= Husn Camp =

Palestinian refugee camp near Irbid in Jordan

Husn Camp or Al-Husn Camp, known locally as Martyr Azmi el-Mufti camp, is a Palestinian refugee camp in Jordan. It is located near Al Husn, about 80 km north of Amman. It was established in 1968 as an emergency camp to house 12,500 refugees who were displaced from the West Bank and the Gaza Strip during the 1967 Six-Day War. As of 2005, it housed 50,573 refugees. The camp has a women's centre, four schools in two buildings, a health centre, a food distribution centre, and a rehabilitation centre.

==Housing==
Initially, the refugees were housed in tents which were pitched in an area of 774000 m2. With the influx of more refugees, 2,990 prefabricated structures were constructed between 1969 and 1971 by the United Nations Relief and Works Agency for Palestine Refugees in the Near East (UNRWA). Many of the refugees were shifted to these prefab housing complex.

==Demographics==
The initial refugee population, centered at a temporary facility, was 12,500, while there are now over 22,000 refugees registered at the camp. The demographic statistics indicate that people in the age group of 25-45 constitute about 30 percent, while children in the age range of 0–5 years are about 12 percent, and senior citizens above 60 years of age constitute about 10 percent.

==Support facilities==
The support facilities provided by the UNRWA at Husn Camp are spread over an area of 774000 m2. They include health, education, relief, and social services at nine locations operated by 167 staff members. The camp also has a women's programme centre, which generates income for women. During 2001–03, the infrastructure works built in the camp covered concrete sewer lines and house connections over a total length of 30 km, water supply connections covering 48 km lines, creation of drainage facilities and reinforced concrete walls, and upkeep of all existing facilities.

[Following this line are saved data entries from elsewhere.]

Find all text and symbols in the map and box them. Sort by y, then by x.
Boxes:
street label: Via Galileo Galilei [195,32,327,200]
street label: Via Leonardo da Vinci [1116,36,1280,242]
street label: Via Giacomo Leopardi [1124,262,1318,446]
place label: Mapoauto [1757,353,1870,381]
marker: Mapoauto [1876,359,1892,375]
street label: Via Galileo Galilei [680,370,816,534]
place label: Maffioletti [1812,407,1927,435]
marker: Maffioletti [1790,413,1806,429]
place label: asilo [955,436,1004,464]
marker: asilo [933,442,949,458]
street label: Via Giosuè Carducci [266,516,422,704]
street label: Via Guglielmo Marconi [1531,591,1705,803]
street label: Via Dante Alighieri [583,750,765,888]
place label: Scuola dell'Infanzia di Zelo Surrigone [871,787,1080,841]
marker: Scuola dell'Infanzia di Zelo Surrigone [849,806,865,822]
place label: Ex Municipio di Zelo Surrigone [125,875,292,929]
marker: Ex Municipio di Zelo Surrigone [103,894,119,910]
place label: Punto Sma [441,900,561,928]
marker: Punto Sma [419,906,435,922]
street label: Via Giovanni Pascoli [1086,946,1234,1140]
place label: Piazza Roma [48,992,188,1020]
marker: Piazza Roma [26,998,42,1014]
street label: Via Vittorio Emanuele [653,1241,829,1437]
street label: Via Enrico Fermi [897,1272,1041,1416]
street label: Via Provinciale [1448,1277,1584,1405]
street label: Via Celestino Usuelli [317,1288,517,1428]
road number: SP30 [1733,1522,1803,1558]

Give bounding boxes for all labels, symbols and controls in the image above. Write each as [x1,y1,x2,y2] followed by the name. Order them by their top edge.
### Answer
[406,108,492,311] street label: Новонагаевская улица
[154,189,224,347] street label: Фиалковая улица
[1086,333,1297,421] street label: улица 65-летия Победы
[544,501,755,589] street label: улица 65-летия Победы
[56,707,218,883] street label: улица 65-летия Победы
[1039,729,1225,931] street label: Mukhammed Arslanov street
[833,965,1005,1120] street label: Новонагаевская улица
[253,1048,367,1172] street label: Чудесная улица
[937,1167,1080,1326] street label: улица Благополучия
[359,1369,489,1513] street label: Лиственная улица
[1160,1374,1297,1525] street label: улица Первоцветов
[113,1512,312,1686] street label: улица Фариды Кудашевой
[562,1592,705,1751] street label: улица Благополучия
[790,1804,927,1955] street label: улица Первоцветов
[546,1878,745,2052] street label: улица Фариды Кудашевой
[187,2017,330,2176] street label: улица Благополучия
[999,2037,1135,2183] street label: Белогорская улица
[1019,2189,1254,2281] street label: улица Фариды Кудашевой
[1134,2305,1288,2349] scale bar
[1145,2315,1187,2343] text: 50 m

The Husn refuge camp has one health center. It is staffed by a doctor, one or more nurses, and a midwife. The four schools, which are housed in two buildings, are supported under the education programme of UNESCO. The Social safety net programme of UNRWA also provides distribution of cash subsidies and also food to refugees apart from providing vocational training centres or education science facilities to selected students in the hardship category.